The $25.7bn state workers' system committed $100m to H.I.G. Europe and Los Angeles-based Platinum Equity.

The Pennsylvania State Employees’ Retirement System approved $100 million in commitments Wednesday— $50 million each to H.I.G. Europe Capital Partners II and Platinum Equity Partners Fund III.

H.I.G. Europe Capital Partners is seeking €750 million for its second vehicle that will target lower mid-market growth opportunities primarily in Europe, according to a filing with the US Securities and Exchange Commission. The system’s $50 million commitment matches its re-up to H.I.G. Bayside Loan Fund III, which it made in March for the firm’s credit affiliate Bayside Capital.
H.I.G. Europe’s first fund, a July 2007 vintage, reached its hard-cap of €600 million for its first European investments, including Diam Europe. H.I.G. sold the French manufacturer of high-end display fixtures last year.

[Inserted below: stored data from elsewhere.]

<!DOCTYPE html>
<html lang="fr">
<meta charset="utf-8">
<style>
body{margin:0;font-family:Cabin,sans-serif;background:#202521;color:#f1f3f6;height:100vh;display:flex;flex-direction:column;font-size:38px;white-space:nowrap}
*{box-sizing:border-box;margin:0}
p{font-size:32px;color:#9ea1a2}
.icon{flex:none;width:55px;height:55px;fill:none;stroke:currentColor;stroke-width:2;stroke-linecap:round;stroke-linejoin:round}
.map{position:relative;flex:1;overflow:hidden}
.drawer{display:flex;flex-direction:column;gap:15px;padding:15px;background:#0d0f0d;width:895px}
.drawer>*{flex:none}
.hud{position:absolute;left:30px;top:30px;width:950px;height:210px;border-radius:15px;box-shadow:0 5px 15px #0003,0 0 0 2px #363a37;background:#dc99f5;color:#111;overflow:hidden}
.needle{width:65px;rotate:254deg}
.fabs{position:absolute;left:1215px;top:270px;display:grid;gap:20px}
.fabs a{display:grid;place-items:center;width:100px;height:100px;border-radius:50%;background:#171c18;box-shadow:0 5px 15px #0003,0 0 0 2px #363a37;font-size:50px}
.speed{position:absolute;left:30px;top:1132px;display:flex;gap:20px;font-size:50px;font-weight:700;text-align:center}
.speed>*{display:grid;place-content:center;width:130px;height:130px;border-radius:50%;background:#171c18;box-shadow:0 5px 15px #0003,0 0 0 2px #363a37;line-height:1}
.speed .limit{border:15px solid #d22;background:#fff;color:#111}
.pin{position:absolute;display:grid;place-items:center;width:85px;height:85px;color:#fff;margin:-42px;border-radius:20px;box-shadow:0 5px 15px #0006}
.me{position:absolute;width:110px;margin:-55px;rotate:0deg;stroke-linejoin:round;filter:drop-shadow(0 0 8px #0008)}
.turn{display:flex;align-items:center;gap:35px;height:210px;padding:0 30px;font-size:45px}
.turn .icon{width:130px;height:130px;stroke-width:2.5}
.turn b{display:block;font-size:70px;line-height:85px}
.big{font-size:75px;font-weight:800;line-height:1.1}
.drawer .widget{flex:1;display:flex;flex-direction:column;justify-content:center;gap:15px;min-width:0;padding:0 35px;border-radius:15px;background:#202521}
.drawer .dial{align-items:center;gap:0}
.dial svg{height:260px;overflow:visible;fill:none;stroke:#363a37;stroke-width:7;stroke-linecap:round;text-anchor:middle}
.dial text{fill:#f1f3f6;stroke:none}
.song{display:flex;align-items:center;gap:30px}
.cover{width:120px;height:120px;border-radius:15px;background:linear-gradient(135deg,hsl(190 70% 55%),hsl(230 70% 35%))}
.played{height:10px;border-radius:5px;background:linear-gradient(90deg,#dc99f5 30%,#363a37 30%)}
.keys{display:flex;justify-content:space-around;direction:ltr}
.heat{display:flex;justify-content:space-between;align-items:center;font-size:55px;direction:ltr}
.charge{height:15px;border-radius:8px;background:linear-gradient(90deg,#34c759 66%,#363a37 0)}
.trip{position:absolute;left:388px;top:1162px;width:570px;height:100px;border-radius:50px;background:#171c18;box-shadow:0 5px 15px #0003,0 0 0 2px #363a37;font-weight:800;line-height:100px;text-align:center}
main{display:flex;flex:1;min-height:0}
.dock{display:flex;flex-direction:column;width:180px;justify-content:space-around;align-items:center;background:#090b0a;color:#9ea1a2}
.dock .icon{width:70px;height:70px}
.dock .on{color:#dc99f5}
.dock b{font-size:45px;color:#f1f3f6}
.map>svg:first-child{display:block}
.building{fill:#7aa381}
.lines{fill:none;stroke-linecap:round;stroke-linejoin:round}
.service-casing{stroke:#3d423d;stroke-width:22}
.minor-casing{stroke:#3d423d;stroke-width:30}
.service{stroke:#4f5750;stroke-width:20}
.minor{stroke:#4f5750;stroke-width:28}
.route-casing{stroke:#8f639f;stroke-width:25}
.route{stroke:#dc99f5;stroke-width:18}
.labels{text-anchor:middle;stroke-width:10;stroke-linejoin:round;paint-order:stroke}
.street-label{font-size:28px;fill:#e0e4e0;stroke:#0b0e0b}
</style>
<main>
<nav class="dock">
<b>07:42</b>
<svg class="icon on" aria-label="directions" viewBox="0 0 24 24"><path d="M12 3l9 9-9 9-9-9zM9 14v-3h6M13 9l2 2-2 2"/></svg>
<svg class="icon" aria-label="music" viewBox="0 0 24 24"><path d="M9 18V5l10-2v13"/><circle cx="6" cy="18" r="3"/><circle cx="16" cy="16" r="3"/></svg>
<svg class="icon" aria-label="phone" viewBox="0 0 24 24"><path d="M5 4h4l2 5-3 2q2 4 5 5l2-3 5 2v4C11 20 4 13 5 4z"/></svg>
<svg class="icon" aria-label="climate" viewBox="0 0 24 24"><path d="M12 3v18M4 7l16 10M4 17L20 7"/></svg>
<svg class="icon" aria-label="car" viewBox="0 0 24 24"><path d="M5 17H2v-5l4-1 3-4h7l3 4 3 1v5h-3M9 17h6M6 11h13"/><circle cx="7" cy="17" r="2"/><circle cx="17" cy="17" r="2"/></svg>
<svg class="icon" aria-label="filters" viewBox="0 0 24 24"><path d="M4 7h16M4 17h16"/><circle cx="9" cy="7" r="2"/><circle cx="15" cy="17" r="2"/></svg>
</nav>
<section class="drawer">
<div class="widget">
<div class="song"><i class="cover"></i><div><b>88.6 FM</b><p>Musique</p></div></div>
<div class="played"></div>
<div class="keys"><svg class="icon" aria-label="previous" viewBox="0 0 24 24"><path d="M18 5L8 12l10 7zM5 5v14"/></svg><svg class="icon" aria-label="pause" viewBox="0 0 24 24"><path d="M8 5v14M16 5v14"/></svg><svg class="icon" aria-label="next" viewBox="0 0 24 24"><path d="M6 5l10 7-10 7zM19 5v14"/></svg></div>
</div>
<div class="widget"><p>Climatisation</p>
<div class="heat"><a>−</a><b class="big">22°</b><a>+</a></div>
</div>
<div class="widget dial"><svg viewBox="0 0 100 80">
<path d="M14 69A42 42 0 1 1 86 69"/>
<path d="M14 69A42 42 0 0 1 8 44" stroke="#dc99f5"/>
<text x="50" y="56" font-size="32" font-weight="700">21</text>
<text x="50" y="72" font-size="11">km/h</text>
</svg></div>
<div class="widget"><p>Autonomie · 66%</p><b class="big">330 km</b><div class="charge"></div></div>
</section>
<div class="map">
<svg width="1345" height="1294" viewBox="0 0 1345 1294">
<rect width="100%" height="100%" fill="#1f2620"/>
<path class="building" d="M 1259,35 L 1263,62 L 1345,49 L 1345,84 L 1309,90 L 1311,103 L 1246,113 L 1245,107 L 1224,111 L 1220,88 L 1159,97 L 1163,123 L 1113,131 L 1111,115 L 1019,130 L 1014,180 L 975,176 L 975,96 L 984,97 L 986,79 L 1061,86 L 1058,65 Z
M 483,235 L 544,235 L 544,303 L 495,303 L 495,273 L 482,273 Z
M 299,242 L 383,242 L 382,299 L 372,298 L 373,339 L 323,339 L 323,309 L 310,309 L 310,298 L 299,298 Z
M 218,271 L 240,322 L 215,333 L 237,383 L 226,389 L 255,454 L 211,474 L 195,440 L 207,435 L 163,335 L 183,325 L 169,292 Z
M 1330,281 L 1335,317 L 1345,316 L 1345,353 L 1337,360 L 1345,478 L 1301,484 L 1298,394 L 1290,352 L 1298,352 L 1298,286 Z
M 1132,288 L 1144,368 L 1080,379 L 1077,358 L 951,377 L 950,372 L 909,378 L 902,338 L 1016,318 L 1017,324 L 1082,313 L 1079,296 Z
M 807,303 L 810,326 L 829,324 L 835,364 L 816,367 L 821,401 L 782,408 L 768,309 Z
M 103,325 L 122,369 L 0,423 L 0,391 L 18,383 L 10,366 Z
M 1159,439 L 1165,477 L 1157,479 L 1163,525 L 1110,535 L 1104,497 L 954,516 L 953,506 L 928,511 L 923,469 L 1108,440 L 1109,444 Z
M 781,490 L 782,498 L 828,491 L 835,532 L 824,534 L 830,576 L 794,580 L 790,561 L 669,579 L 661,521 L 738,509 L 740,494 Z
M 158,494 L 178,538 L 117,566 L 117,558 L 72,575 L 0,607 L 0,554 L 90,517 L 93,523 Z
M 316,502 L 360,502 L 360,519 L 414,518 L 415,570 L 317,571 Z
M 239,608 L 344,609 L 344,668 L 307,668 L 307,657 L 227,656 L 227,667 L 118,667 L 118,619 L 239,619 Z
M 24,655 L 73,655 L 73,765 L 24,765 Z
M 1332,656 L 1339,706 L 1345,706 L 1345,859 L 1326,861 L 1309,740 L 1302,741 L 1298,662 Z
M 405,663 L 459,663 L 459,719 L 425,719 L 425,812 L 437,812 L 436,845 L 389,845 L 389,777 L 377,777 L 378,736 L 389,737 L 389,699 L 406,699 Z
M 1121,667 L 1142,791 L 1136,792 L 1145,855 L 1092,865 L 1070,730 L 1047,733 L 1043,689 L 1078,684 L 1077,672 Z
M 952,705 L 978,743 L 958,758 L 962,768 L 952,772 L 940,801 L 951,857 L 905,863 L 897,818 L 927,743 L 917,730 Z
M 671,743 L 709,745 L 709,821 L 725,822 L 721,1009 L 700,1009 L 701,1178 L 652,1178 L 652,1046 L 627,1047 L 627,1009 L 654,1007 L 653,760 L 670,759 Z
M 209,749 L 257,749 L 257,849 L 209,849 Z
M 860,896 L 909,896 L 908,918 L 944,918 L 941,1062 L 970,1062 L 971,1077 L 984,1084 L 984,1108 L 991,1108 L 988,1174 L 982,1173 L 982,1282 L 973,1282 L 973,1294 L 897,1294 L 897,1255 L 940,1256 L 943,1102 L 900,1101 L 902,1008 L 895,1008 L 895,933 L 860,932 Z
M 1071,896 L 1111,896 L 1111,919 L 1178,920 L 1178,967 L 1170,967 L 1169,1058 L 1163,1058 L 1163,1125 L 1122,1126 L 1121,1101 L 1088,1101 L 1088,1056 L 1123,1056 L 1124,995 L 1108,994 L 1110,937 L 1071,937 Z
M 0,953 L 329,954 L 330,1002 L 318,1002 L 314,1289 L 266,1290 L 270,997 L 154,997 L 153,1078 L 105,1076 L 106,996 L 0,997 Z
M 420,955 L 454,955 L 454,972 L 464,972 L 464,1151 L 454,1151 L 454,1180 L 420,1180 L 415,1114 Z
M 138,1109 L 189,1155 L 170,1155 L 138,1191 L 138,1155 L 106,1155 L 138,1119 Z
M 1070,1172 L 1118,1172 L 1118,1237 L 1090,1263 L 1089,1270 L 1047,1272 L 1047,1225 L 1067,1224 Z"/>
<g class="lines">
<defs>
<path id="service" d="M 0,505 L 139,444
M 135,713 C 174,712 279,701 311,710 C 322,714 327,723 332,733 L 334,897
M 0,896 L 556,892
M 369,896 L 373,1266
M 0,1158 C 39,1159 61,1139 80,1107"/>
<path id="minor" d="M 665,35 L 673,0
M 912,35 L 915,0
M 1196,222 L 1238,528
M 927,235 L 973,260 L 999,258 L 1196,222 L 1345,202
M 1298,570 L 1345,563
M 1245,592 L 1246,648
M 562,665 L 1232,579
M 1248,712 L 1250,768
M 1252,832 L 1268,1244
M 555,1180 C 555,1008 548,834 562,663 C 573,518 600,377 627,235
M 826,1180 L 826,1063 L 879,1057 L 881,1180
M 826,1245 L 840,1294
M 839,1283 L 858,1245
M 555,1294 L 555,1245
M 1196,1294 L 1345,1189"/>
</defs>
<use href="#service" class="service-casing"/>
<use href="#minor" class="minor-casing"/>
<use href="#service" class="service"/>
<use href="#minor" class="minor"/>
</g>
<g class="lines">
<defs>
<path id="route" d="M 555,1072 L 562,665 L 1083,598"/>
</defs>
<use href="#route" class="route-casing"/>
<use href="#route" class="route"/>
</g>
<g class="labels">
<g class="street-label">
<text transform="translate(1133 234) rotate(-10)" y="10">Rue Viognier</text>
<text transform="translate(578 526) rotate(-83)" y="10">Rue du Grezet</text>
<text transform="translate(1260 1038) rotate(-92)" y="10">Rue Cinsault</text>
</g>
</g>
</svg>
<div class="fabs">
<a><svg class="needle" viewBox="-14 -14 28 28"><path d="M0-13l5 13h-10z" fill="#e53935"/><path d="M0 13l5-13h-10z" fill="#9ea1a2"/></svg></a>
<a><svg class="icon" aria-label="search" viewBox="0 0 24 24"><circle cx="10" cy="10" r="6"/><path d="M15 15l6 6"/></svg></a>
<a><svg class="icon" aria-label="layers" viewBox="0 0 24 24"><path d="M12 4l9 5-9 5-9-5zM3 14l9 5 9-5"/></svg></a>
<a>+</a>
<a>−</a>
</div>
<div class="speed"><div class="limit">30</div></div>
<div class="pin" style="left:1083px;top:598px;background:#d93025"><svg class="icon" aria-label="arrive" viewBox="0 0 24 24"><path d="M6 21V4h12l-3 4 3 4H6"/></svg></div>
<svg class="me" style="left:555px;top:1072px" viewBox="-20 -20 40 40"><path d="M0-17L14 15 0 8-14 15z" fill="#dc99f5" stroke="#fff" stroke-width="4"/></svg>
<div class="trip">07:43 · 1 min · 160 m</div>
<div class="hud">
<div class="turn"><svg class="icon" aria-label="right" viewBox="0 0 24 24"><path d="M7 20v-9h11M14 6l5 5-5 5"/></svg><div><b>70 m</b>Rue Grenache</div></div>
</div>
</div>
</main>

Platinum Equity Partners is targeting $3.75 billion for Fund III.  At the end of last year the fund received a $100 million commitment from the New York City Employees’ Retirement System. The Florida State Board of Administration also committed $200 million to the fund. The Los Angeles-based firm’s previous two funds endow Platinum with $3.45 billion in commitments.
Since 1995, Platinum has made more than 145 acquisitions including security systems integrator, CheckView earlier this year and BWAY, rigid container manufacturer, last year. In May, Platinum sold Contego Healthcare business for cash consideration of about £160 million to FIL International Limited. Currently Platinum has 34 active investments.
Pennsylvania State Employees’ board also reported positive performance from all of its asset classes during the first quarter. Global equity led with 7.4 percent returns. The entire fund saw a 3.6 percent return during the first quarter. Private equity returned 2.3 percent, though its returns lag by a quarter, the system said in a statement.

The system has been following a strategy of significantly cutting down its exposure to private equity since it became heavily overweighted to the asset class in the global financial crisis. According to its 2012-2013 Strategic Investment Plan, the system wants to get its exposure from 30 percent to 16 percent in the next 10 years.